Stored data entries
************

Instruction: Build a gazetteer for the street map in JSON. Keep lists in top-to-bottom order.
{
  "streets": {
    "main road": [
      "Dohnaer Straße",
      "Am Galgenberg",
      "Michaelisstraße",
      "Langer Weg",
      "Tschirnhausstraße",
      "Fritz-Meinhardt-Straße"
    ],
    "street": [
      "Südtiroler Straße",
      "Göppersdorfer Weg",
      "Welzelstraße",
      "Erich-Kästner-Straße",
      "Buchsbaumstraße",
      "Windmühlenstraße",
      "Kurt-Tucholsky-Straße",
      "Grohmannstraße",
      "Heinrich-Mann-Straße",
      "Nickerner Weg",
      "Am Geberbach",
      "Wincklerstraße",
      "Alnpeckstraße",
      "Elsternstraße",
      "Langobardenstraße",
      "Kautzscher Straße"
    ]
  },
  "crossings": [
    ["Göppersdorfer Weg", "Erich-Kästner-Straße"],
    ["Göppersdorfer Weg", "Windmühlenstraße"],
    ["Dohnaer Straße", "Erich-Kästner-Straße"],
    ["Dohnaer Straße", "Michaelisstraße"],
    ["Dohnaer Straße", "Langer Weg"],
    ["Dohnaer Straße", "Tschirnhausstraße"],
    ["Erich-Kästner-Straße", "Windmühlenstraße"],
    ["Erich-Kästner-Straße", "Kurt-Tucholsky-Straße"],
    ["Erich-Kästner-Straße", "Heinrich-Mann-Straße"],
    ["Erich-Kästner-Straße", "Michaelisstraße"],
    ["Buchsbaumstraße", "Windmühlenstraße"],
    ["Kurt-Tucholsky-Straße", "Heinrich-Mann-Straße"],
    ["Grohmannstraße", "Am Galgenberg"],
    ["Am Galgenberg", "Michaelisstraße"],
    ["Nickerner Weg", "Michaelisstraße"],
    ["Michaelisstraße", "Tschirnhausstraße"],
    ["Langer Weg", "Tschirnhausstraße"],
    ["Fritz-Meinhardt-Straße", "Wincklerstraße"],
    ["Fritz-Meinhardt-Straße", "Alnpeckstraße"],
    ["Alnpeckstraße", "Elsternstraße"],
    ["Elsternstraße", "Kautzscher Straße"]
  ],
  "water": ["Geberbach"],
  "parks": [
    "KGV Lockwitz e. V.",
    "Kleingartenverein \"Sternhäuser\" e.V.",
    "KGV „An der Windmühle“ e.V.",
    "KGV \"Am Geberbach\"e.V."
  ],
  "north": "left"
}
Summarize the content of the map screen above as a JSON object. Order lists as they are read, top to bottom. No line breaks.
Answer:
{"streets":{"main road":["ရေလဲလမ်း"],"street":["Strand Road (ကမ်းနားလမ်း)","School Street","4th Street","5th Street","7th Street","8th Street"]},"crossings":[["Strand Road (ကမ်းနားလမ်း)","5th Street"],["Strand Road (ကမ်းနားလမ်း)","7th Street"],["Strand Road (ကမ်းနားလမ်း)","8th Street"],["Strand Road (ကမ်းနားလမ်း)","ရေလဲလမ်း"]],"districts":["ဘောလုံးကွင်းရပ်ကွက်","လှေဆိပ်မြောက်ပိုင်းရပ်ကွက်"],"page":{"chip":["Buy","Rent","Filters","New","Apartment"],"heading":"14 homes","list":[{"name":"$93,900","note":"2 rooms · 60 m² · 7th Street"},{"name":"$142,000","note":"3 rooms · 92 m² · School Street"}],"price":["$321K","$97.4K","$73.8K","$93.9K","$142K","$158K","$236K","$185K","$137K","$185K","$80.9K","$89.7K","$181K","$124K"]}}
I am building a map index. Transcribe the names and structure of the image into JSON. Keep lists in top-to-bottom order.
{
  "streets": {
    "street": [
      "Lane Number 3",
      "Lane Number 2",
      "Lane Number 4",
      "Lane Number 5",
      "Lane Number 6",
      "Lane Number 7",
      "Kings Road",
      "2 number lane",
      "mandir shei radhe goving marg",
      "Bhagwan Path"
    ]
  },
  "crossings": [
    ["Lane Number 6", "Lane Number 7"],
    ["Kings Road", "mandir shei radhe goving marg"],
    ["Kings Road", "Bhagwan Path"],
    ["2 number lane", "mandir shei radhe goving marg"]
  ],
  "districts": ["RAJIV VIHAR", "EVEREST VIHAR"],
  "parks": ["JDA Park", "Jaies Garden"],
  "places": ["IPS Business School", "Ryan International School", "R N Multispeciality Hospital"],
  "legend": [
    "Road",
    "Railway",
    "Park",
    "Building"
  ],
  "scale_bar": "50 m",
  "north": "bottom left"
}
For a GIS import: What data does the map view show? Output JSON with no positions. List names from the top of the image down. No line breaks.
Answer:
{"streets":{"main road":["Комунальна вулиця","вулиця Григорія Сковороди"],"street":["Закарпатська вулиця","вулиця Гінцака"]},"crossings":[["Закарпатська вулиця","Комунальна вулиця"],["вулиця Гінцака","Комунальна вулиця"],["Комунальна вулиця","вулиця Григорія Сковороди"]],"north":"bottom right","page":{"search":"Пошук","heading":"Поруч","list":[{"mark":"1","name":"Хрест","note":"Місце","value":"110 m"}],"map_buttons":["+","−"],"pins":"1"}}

************

■ WHAT IS EXPECTED
Copy every line from the entries that contains the word "Erich".

■ EXPECTED ANSWER
      "Erich-Kästner-Straße",
    ["Göppersdorfer Weg", "Erich-Kästner-Straße"],
    ["Dohnaer Straße", "Erich-Kästner-Straße"],
    ["Erich-Kästner-Straße", "Windmühlenstraße"],
    ["Erich-Kästner-Straße", "Kurt-Tucholsky-Straße"],
    ["Erich-Kästner-Straße", "Heinrich-Mann-Straße"],
    ["Erich-Kästner-Straße", "Michaelisstraße"],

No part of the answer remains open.